I have observed in the past few years the politicization of Canadian oil production growth by various governments. We are all familiar with the terms “dirty way of extracting oil,” “phasing-out the oil sands” and lastly, “no long-term future in fossil-fuels” clearly demonstrating political intentions of impeding growth.

Each of these comments negatively impacted the so-called free trade in oil.

In addition,

  1. Since the OPEC cartel was created in 1960, there has effectively been no free trade in oil. OPEC’s policy has been to restrict production as closely as possible to demand, and in times of crisis, to severely shut in production until demand and then prices recovered. Its impact on Alberta has been quite critical over the years. Without OPEC restraint, oil prices would be so low that virtually all of Alberta oil production would have been uneconomic.
  2. There is currently no free trade in energy in Canada. Political interference has greatly thwarted the building of pipelines to remove surplus supplies of oil from Alberta. The capricious cancelling of the most logical pipelines, Northern Gateway and Energy East, impacted heavy oil and conventional producers in that their estimates of the expansion of take-away capacity were torpedoed. Newly proposed guidelines for pipeline approvals, in Bill C-69, are similarly designed to thwart normal regulatory procedures which, in the past, allow businesses to make decisions on take-away capacity.
  3. There is clearly a dichotomy of opinion between producers and production companies with refinery affiliations.
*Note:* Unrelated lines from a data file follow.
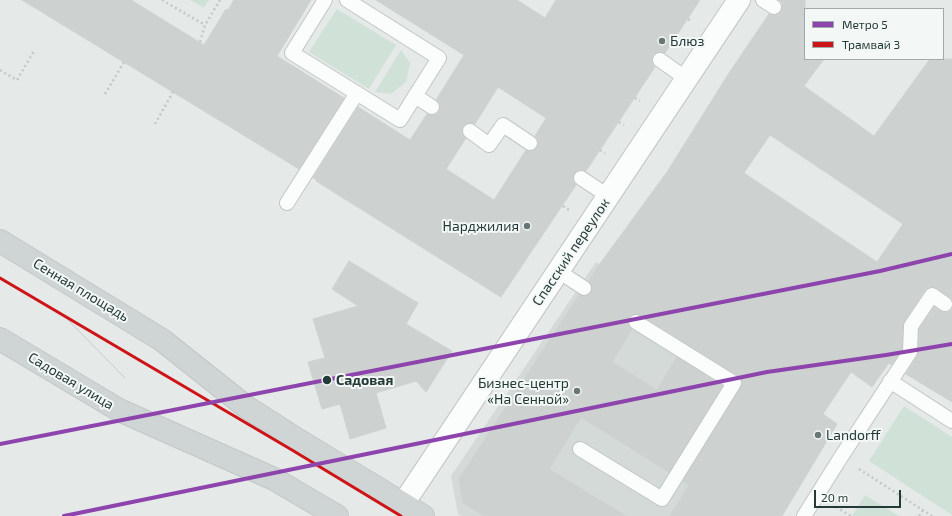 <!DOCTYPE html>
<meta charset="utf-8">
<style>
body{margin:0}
#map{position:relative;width:952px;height:516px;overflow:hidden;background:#e5e9e8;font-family:"Exo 2",sans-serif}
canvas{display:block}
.legend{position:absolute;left:804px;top:8px;width:140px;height:52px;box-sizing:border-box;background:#f3f8f6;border:1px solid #a0acaa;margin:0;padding:5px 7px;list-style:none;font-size:12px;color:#243a38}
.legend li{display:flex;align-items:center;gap:8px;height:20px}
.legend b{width:20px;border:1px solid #a0acaa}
.scale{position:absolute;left:814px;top:490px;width:87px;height:18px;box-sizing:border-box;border:2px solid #243a38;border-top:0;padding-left:5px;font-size:12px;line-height:14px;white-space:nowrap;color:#243a38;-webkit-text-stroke:3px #f3f8f6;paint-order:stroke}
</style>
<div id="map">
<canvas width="952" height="516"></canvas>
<ul class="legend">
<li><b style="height:5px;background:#8e44ad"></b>Метро 5</li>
<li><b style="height:5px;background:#ce1417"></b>Трамвай 3</li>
</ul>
<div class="scale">20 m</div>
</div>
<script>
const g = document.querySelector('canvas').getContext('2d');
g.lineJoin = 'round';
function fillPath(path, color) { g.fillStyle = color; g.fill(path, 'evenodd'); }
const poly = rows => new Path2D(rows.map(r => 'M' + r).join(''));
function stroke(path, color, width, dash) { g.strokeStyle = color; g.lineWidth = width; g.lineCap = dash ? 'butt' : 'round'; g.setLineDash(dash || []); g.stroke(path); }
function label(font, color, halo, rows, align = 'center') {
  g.font = font + ' "Exo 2",sans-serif'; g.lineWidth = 4; g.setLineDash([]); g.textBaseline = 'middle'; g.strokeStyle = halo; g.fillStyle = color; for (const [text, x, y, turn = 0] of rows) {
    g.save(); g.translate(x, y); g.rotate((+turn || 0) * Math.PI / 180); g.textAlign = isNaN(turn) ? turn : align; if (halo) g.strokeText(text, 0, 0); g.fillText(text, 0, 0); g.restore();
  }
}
const built = poly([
 [596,262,801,400,731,516,461,516,458,514,451,476]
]);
const green = poly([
 [190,0,209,0,204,8],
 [337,9,396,45,369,89,309,52],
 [401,50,410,63,406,82,391,94,375,92],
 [904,406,952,437,952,515,869,461],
 [865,495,899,516,852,516]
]);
const building = poly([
 [22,0,131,0,204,45,226,9,228,10,234,0,311,0,277,56,344,98,299,169,22,0],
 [376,0,517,0,545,18,556,0,700,0,665,53,661,52,657,52,653,55,652,60,652,63,655,67,586,171,582,170,578,170,574,174,573,178,573,181,576,185,501,297,316,181,317,180,313,178,358,107,410,140,427,114,431,115,436,115,439,111,440,108,440,104,436,100,464,55,376,0],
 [498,87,546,118,535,136,538,140,538,143,537,147,533,151,530,151,526,150,494,200,446,169,466,138,462,134,462,130,463,126,467,123,471,123,475,124,498,87],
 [779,0,805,0,805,59,824,59,804,86,874,136,930,59,952,59,952,299,936,288,933,287,929,287,925,290,904,322,903,326,902,349,891,365,889,363,872,387,851,372,823,414,837,424,782,516,670,516,689,485,683,481,741,387,742,383,741,379,738,376,641,315,636,314,632,315,629,318,628,322,628,326,632,329,612,362,657,390,677,357,722,386,669,472,581,417,549,469,626,516,484,516,463,503,459,479,579,295,584,296,587,296,591,293,592,288,591,284,589,281,599,265,667,172,729,73,769,14,774,15,778,14,781,12,782,7,782,3,779,0],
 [770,135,903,224,877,262,744,173,770,135],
 [349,261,418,303,406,324,452,351,426,392,416,381,376,393,386,428,350,439,340,404,322,409,308,362,325,358,313,319,358,306,332,289,349,261],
 [934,307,944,312,948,312,952,309,952,402,906,374,917,357,918,353,919,329,934,307]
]);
const path = poly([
 [162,0,205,25],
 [688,19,692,22],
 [200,42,205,25,220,0],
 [0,70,17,80,34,51],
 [105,94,124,62],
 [635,98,640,101],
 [619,122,624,125],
 [155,124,173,92],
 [600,150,605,153],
 [563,206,569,210],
 [859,469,932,516],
 [836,507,851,516],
 [919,516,923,510]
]);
const service = poly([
 [325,0,292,53,400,120,439,58,347,0],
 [763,0,774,7],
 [660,60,687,79],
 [415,96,432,107],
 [470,131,489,145,503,125,530,143],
 [581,178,608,196],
 [287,203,357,93],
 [558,271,584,288],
 [890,381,952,421],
 [580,449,662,499,734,383,636,322],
 [804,516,841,457,910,352,911,326,932,295,945,304]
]);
const minor = poly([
 [403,504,739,0]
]);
const primary = poly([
 [0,241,162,340,245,406,298,440,423,516],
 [0,339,119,410,274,479,337,516]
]);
const tram = poly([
 [65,317,125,378]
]);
const tram1 = poly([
 [0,278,292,450,401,516]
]);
const metro1 = poly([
 [0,444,880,271,952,254],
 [64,516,767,372,886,355,952,344]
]);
const markers = [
 [662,41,4,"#687776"],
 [527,226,4,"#687776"],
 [327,380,5,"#243a38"],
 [577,391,4,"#687776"],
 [818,435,4,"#687776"]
];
const poiNames = [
 ["Блюз",670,41],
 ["Нарджилия",519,226,"right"],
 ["Бизнес-центр",569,383,"right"],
 ["«На Сенной»",569,399,"right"],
 ["Landorff",826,435]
];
const streetNames = [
 ["Спасский переулок",571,252,-56],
 ["Сенная площадь",81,290,31],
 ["Садовая улица",71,381,31]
];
const stopNames = [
 ["Садовая",336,380]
];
fillPath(built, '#d3dad8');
fillPath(green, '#d0e1d8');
fillPath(building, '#cdd2d1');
stroke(building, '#ced2d1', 1);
stroke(service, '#c2c6c5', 16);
stroke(minor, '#c2c6c5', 24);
stroke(primary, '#c1c8c8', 24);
stroke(path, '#c2c9c8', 2.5, [2, 3]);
stroke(service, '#fbfcfc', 14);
stroke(minor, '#fbfcfc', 22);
stroke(primary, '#ced5d4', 22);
stroke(tram, '#c7caca', 1);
stroke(tram1, '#ce1417', 3);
stroke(metro1, '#8e44ad', 4);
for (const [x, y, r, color] of markers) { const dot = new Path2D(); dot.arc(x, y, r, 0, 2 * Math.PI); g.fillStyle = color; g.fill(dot); stroke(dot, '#f3f8f6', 1.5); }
label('14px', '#243a38', '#f3f8f6', poiNames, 'left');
label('14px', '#243a38', '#f3f8f6', streetNames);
label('bold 14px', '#243a38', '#f3f8f6', stopNames, 'left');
</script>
Most producers would be happy to sell less oil at substantially higher prices, while the refinery affiliates clearly benefit from access to ridiculously low oil prices. However, it seems the oil price benefit has taken a long time to transmit itself to lower gasoline prices. A compromise between these two groups would require the wisdom of Soloman but must be attempted.
  4. Energy companies themselves cannot meet to agree to restrain production as they would be subject to anti-trust sanctions. In addition, the nomination of “air barrels” has to be dealt with in a regulatory fashion. Hence, only  Alberta, which ultimately owns its oil, has the authority to manage production rates in the interest of all Albertans, and also prevent the wasteful use of the resources. Alberta is coming to realize that through royalties, taxes and employment, a healthy energy industry is necessary for its financial well-being.
  5. If nothing is done, we could face potential monopoly problems. A protracted period of low oil prices could lead to the elimination of the intermediate and junior sector of the energy business. This would come about because of a lack of capital for smaller companies, inability to access pipeline space, and logically opportunistic bids for these companies’ assets while they are dead in the water.

Finally, Albertans have to realize we are in a second energy war: NEP 2.0. Yes, this is a repeat of the National Energy Program controlled by Ottawa. The impoverishment of Alberta appears to be of limited concern to the current Ottawa government. Imports of oil from Saudi Arabia, Iraq, Algeria, Angola and Mexico are still thought of as reasonable. Indeed, Maya crude, which is similar to WCS, attracts a premium price to WTI, this week $59.50, compared with the identical Alberta product, this week at $11.40 USD.

Last, I notice the rebates from the Ottawa carbon tax will be paid directly to citizens. I’m sure that is to enable all of us plebeians to clearly identify the power that is also supplying our bread and circuses!

Robert W. Lamond serves as the Chairman of Humboldt Capital Corp.